GIVEN DATA.

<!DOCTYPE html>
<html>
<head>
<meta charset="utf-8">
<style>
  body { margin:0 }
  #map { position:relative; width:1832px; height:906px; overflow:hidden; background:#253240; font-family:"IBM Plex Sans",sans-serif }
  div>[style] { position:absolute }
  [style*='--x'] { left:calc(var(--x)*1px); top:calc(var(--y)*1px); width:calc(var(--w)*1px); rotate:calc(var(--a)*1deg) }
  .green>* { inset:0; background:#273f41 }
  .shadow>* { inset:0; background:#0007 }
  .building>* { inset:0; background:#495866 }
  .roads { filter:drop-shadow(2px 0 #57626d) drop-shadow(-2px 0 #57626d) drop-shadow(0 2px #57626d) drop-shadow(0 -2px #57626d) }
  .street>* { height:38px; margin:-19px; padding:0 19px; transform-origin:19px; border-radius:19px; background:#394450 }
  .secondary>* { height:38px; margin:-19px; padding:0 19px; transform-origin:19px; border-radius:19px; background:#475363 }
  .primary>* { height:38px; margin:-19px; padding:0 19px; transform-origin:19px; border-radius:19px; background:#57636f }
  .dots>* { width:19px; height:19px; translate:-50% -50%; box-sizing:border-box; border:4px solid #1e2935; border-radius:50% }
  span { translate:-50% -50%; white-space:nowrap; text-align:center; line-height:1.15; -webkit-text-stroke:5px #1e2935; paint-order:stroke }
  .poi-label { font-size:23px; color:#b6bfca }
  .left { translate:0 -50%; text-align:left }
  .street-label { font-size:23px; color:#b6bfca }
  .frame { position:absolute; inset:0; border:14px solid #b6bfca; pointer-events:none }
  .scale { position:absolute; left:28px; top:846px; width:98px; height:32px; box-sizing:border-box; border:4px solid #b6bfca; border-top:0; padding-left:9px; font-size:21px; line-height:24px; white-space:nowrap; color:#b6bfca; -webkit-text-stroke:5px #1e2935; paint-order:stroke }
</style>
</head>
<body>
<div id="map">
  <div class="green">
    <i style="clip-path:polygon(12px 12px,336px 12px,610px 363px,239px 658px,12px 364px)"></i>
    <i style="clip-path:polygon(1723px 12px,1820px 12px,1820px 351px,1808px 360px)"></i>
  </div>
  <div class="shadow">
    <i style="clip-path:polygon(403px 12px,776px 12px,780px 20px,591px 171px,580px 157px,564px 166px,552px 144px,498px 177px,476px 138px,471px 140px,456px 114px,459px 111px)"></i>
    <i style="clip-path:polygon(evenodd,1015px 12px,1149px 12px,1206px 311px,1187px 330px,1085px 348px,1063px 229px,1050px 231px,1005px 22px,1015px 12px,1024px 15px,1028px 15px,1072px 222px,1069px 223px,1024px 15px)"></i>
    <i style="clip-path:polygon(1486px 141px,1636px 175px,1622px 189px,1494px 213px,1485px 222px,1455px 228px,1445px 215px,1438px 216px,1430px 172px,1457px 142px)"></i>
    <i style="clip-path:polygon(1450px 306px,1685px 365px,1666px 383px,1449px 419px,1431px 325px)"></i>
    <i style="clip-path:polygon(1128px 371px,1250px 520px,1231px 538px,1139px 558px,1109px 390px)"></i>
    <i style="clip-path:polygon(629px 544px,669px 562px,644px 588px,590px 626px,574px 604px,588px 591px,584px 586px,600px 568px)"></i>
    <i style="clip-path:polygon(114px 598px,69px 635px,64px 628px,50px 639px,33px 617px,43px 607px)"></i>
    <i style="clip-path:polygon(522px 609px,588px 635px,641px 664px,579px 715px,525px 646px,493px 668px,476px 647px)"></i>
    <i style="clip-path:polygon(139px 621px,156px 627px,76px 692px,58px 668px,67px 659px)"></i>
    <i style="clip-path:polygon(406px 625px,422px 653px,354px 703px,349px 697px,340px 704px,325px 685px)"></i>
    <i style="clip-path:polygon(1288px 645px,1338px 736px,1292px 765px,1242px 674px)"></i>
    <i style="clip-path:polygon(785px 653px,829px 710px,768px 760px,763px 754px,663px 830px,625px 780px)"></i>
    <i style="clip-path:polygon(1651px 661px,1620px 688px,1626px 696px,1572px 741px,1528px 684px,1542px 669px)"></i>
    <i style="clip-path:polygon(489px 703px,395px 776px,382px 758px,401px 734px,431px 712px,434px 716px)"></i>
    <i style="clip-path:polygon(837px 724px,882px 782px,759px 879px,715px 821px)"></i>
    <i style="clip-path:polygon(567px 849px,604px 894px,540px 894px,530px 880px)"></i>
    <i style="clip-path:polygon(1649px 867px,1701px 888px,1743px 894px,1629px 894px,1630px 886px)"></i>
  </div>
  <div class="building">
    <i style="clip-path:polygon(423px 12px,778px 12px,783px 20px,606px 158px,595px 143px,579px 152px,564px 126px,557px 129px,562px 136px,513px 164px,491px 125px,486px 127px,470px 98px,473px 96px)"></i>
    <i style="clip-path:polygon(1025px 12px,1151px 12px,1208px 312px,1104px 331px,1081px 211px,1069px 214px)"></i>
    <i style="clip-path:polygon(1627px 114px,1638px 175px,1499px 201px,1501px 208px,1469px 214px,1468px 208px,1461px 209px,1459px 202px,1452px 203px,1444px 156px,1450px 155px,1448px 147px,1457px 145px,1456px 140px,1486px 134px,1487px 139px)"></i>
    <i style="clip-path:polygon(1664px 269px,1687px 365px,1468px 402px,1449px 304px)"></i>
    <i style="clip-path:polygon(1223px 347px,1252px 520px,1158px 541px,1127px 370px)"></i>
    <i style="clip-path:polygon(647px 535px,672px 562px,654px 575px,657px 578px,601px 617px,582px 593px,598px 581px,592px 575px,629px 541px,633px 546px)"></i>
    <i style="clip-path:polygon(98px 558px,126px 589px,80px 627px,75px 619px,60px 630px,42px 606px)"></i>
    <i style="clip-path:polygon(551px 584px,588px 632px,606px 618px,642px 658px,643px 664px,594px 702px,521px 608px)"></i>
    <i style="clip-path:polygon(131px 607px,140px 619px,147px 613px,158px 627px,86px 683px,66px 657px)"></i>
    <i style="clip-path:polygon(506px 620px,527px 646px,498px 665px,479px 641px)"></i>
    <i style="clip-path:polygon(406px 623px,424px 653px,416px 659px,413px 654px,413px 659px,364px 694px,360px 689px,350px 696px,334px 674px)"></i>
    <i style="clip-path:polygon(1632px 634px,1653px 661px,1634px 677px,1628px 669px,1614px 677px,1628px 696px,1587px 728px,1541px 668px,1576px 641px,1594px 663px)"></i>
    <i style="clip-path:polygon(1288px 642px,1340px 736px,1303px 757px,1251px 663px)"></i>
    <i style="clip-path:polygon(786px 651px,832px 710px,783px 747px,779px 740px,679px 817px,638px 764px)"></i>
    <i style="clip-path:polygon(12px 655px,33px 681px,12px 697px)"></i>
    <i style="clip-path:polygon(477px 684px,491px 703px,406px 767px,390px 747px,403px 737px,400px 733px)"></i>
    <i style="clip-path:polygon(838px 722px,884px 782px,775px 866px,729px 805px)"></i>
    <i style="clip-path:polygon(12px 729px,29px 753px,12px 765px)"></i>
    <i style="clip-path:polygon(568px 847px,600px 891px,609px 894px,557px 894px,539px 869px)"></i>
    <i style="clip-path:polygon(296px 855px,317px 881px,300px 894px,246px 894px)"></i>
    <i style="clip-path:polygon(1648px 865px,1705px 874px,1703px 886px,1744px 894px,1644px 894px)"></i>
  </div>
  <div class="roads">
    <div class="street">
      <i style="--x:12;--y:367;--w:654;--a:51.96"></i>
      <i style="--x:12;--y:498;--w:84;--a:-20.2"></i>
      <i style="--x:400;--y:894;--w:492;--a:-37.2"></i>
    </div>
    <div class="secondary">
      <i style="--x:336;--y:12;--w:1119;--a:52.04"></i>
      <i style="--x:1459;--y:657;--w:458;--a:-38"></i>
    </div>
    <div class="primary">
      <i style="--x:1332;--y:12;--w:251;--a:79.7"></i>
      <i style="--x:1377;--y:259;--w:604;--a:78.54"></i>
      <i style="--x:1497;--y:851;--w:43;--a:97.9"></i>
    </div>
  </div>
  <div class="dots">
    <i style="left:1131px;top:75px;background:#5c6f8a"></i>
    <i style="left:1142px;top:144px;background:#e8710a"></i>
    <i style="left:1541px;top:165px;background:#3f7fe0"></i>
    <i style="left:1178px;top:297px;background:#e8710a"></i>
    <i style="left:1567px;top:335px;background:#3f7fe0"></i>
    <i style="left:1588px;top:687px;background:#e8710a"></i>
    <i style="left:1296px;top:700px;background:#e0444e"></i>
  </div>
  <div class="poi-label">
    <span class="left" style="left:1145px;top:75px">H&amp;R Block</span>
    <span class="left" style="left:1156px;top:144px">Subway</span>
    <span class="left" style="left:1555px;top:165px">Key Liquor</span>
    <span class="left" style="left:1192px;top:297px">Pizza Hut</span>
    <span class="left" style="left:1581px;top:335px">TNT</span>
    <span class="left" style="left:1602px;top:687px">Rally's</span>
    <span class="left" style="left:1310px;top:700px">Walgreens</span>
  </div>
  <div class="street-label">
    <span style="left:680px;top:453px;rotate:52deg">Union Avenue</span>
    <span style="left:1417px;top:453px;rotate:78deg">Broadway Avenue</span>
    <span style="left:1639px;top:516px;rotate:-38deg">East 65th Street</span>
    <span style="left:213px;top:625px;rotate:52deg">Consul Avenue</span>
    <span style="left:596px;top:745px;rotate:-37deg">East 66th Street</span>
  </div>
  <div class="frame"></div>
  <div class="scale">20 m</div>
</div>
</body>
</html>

YOUR INSTRUCTIONS.
Word for word, reproduce the lines of the listing from the first one through the line containing "filter:drop-shadow(2px 0 #57626d)", and no more.

WRITTEN SOLUTION.
<!DOCTYPE html>
<html>
<head>
<meta charset="utf-8">
<style>
  body { margin:0 }
  #map { position:relative; width:1832px; height:906px; overflow:hidden; background:#253240; font-family:"IBM Plex Sans",sans-serif }
  div>[style] { position:absolute }
  [style*='--x'] { left:calc(var(--x)*1px); top:calc(var(--y)*1px); width:calc(var(--w)*1px); rotate:calc(var(--a)*1deg) }
  .green>* { inset:0; background:#273f41 }
  .shadow>* { inset:0; background:#0007 }
  .building>* { inset:0; background:#495866 }
  .roads { filter:drop-shadow(2px 0 #57626d) drop-shadow(-2px 0 #57626d) drop-shadow(0 2px #57626d) drop-shadow(0 -2px #57626d) }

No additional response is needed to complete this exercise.